What you have to do:
Word for word, restate the entries below and exclude every image.

Exercise material:
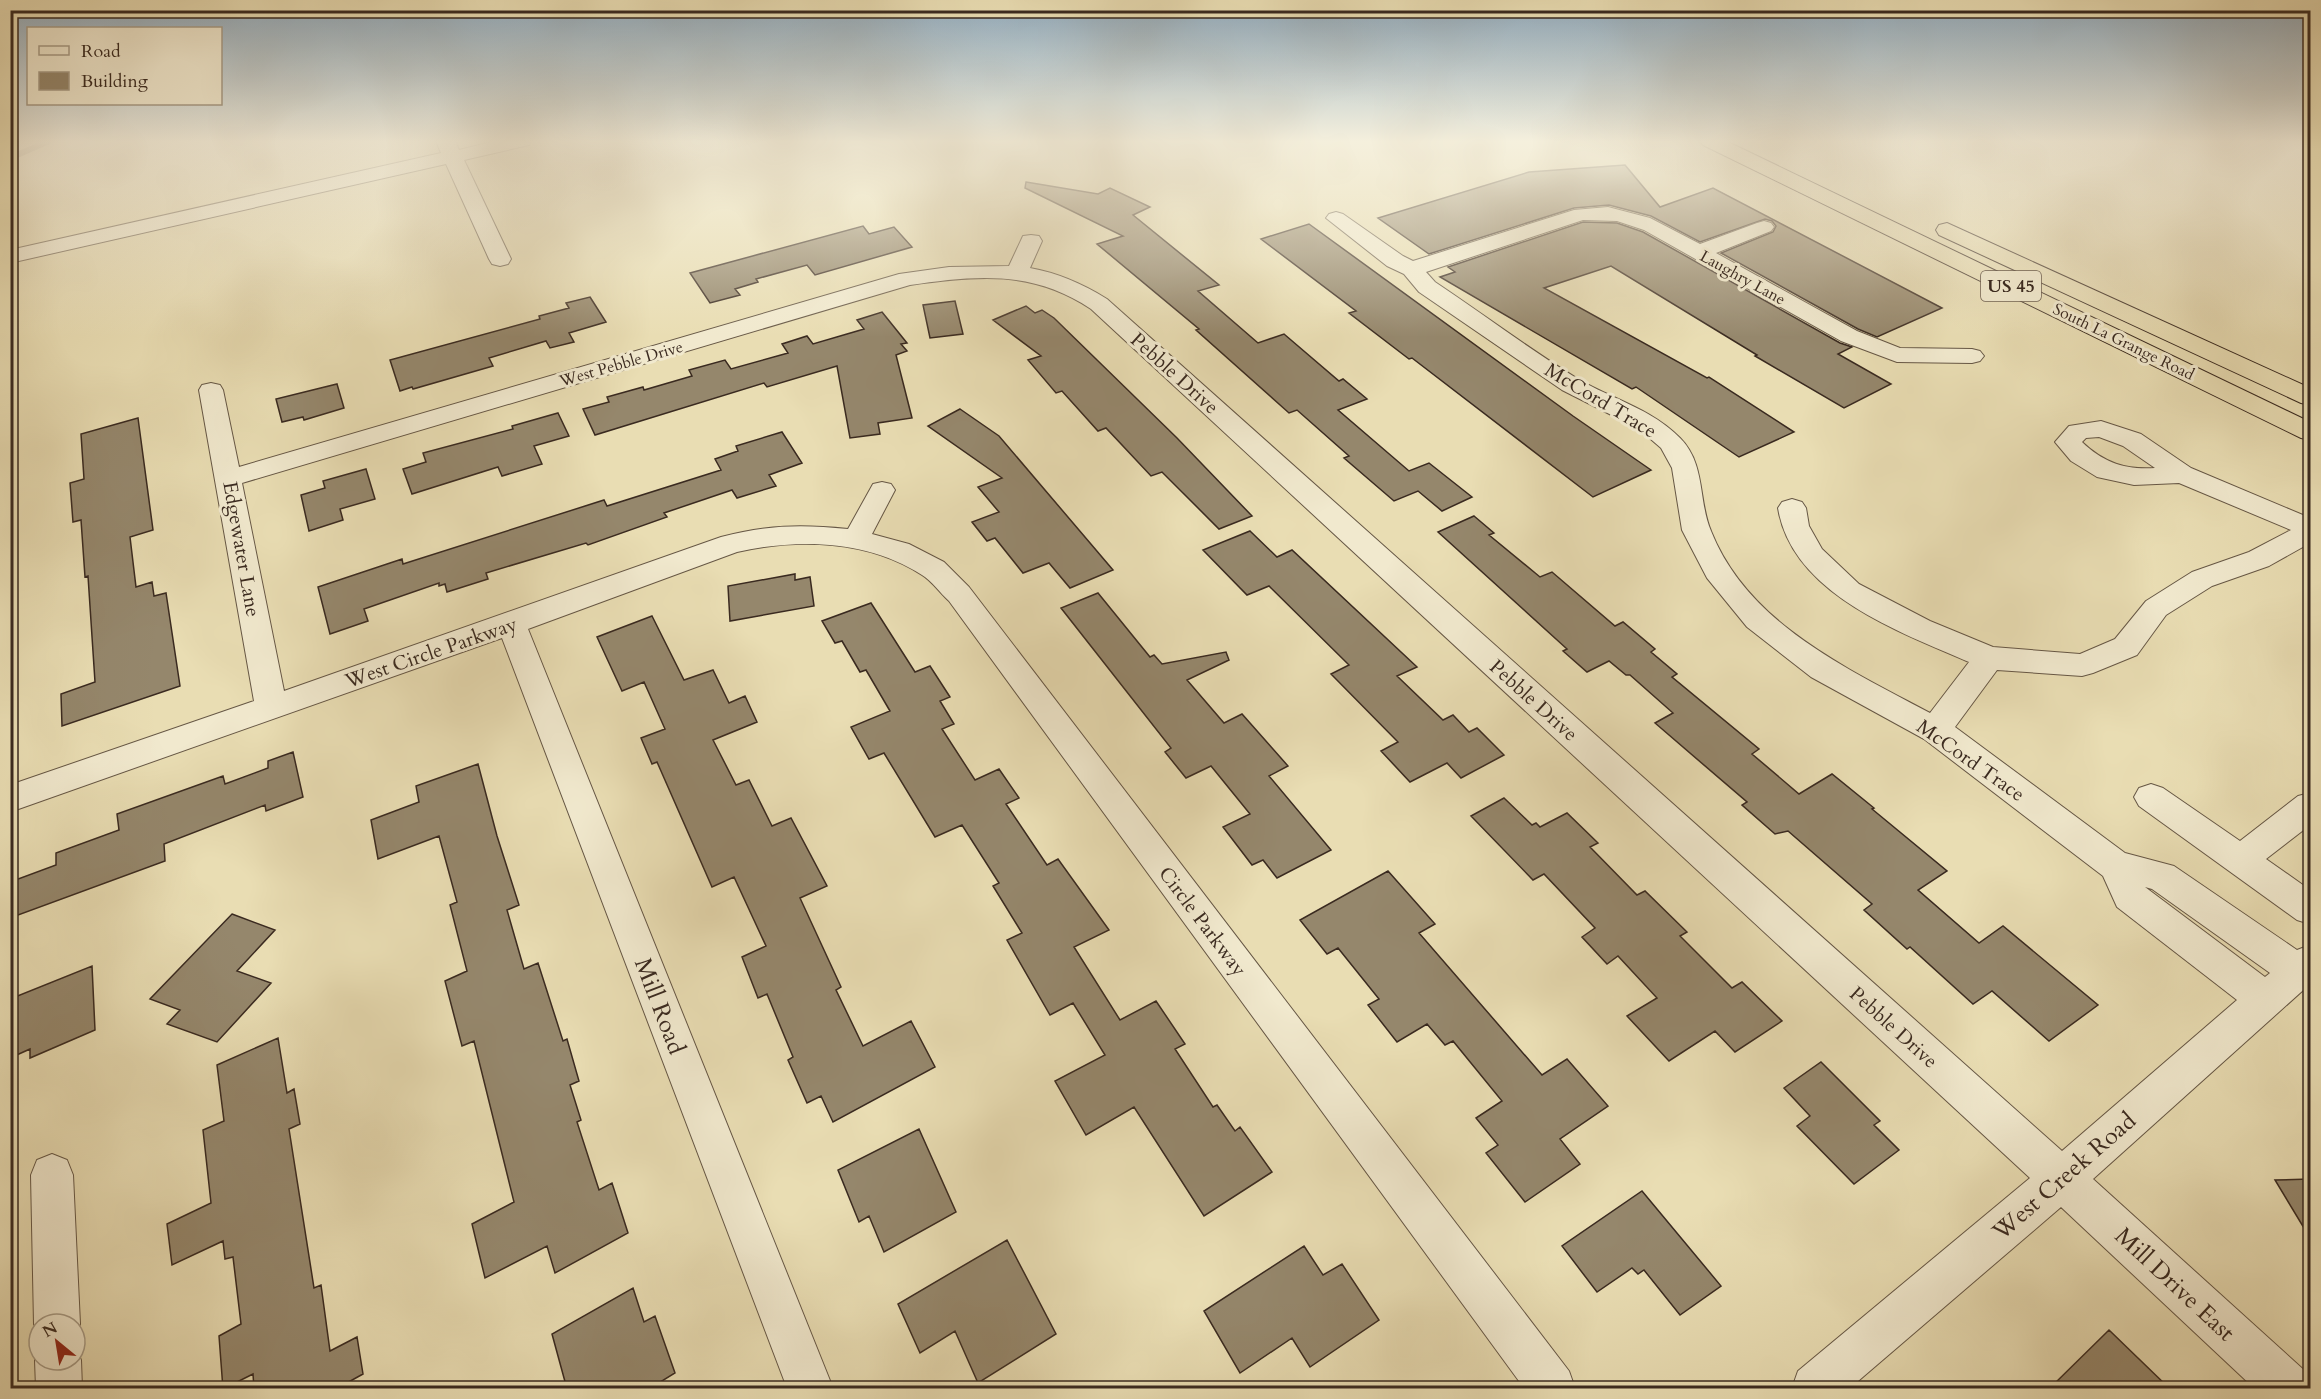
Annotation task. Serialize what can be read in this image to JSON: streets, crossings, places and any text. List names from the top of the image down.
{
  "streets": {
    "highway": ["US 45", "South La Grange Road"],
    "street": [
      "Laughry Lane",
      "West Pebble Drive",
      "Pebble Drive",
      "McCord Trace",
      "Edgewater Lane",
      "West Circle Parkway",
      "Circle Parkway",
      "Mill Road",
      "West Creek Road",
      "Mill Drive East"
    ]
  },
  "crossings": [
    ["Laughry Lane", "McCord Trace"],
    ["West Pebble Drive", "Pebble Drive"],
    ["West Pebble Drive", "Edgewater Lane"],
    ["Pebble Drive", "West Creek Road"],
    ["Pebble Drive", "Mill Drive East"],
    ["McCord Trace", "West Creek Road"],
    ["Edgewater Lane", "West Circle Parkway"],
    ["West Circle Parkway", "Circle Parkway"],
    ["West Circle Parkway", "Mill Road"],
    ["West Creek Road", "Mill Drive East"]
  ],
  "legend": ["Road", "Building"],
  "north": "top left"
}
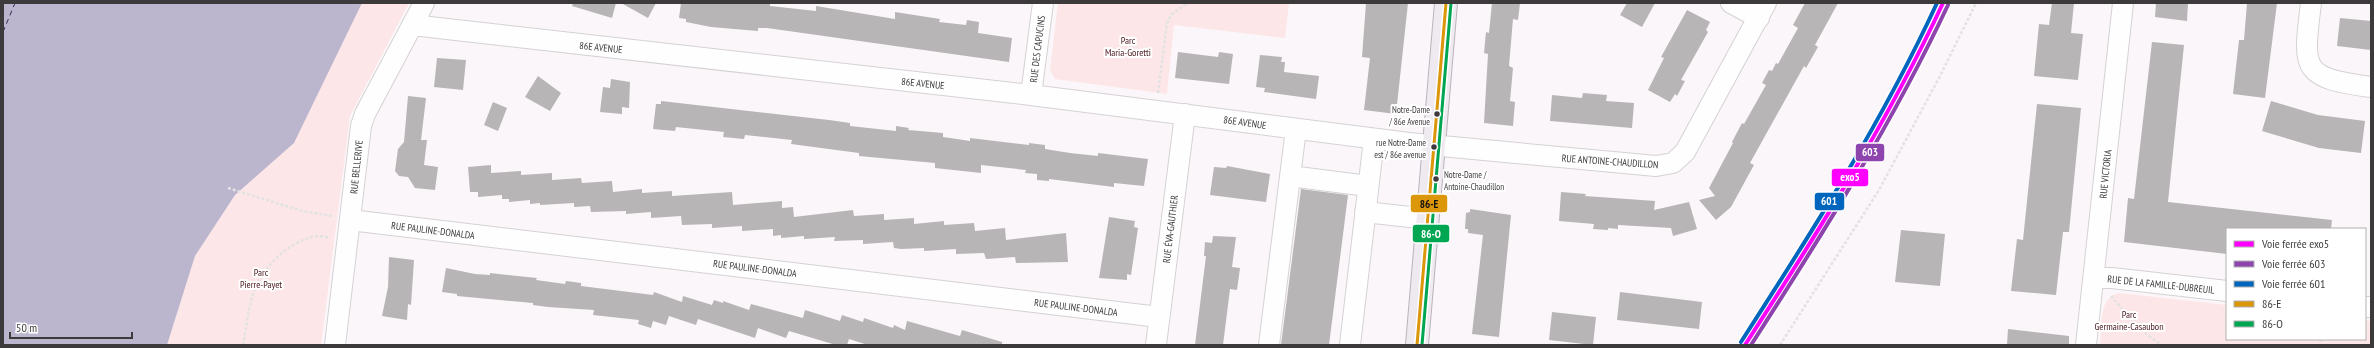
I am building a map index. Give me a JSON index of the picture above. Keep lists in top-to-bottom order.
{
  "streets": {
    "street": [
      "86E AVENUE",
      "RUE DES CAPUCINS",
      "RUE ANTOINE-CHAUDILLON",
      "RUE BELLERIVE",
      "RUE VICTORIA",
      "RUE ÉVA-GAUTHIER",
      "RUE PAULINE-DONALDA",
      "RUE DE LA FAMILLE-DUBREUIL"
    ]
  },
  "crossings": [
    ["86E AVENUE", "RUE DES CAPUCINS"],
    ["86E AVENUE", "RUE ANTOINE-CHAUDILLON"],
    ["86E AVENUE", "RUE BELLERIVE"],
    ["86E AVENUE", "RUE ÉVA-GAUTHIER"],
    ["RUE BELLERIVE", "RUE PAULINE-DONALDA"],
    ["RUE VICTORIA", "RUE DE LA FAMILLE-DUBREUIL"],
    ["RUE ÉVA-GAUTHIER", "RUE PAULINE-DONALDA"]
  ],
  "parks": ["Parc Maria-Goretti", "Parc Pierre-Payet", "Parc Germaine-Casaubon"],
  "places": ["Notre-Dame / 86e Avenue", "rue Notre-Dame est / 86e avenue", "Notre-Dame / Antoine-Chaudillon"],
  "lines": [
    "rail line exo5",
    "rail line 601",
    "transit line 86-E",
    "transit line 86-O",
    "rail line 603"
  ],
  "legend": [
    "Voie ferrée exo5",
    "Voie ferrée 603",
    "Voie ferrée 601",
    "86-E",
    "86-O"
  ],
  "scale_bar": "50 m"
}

Your solution:
Annotation task. Serialize what can be read in this image to JSON: streets, crossings, places and any text. List names from the top of the image down.
{
  "streets": {
    "highway": ["US 45", "South La Grange Road"],
    "street": [
      "Laughry Lane",
      "West Pebble Drive",
      "Pebble Drive",
      "McCord Trace",
      "Edgewater Lane",
      "West Circle Parkway",
      "Circle Parkway",
      "Mill Road",
      "West Creek Road",
      "Mill Drive East"
    ]
  },
  "crossings": [
    ["Laughry Lane", "McCord Trace"],
    ["West Pebble Drive", "Pebble Drive"],
    ["West Pebble Drive", "Edgewater Lane"],
    ["Pebble Drive", "West Creek Road"],
    ["Pebble Drive", "Mill Drive East"],
    ["McCord Trace", "West Creek Road"],
    ["Edgewater Lane", "West Circle Parkway"],
    ["West Circle Parkway", "Circle Parkway"],
    ["West Circle Parkway", "Mill Road"],
    ["West Creek Road", "Mill Drive East"]
  ],
  "legend": ["Road", "Building"],
  "north": "top left"
}
I am building a map index. Give me a JSON index of the picture above. Keep lists in top-to-bottom order.
{
  "streets": {
    "street": [
      "86E AVENUE",
      "RUE DES CAPUCINS",
      "RUE ANTOINE-CHAUDILLON",
      "RUE BELLERIVE",
      "RUE VICTORIA",
      "RUE ÉVA-GAUTHIER",
      "RUE PAULINE-DONALDA",
      "RUE DE LA FAMILLE-DUBREUIL"
    ]
  },
  "crossings": [
    ["86E AVENUE", "RUE DES CAPUCINS"],
    ["86E AVENUE", "RUE ANTOINE-CHAUDILLON"],
    ["86E AVENUE", "RUE BELLERIVE"],
    ["86E AVENUE", "RUE ÉVA-GAUTHIER"],
    ["RUE BELLERIVE", "RUE PAULINE-DONALDA"],
    ["RUE VICTORIA", "RUE DE LA FAMILLE-DUBREUIL"],
    ["RUE ÉVA-GAUTHIER", "RUE PAULINE-DONALDA"]
  ],
  "parks": ["Parc Maria-Goretti", "Parc Pierre-Payet", "Parc Germaine-Casaubon"],
  "places": ["Notre-Dame / 86e Avenue", "rue Notre-Dame est / 86e avenue", "Notre-Dame / Antoine-Chaudillon"],
  "lines": [
    "rail line exo5",
    "rail line 601",
    "transit line 86-E",
    "transit line 86-O",
    "rail line 603"
  ],
  "legend": [
    "Voie ferrée exo5",
    "Voie ferrée 603",
    "Voie ferrée 601",
    "86-E",
    "86-O"
  ],
  "scale_bar": "50 m"
}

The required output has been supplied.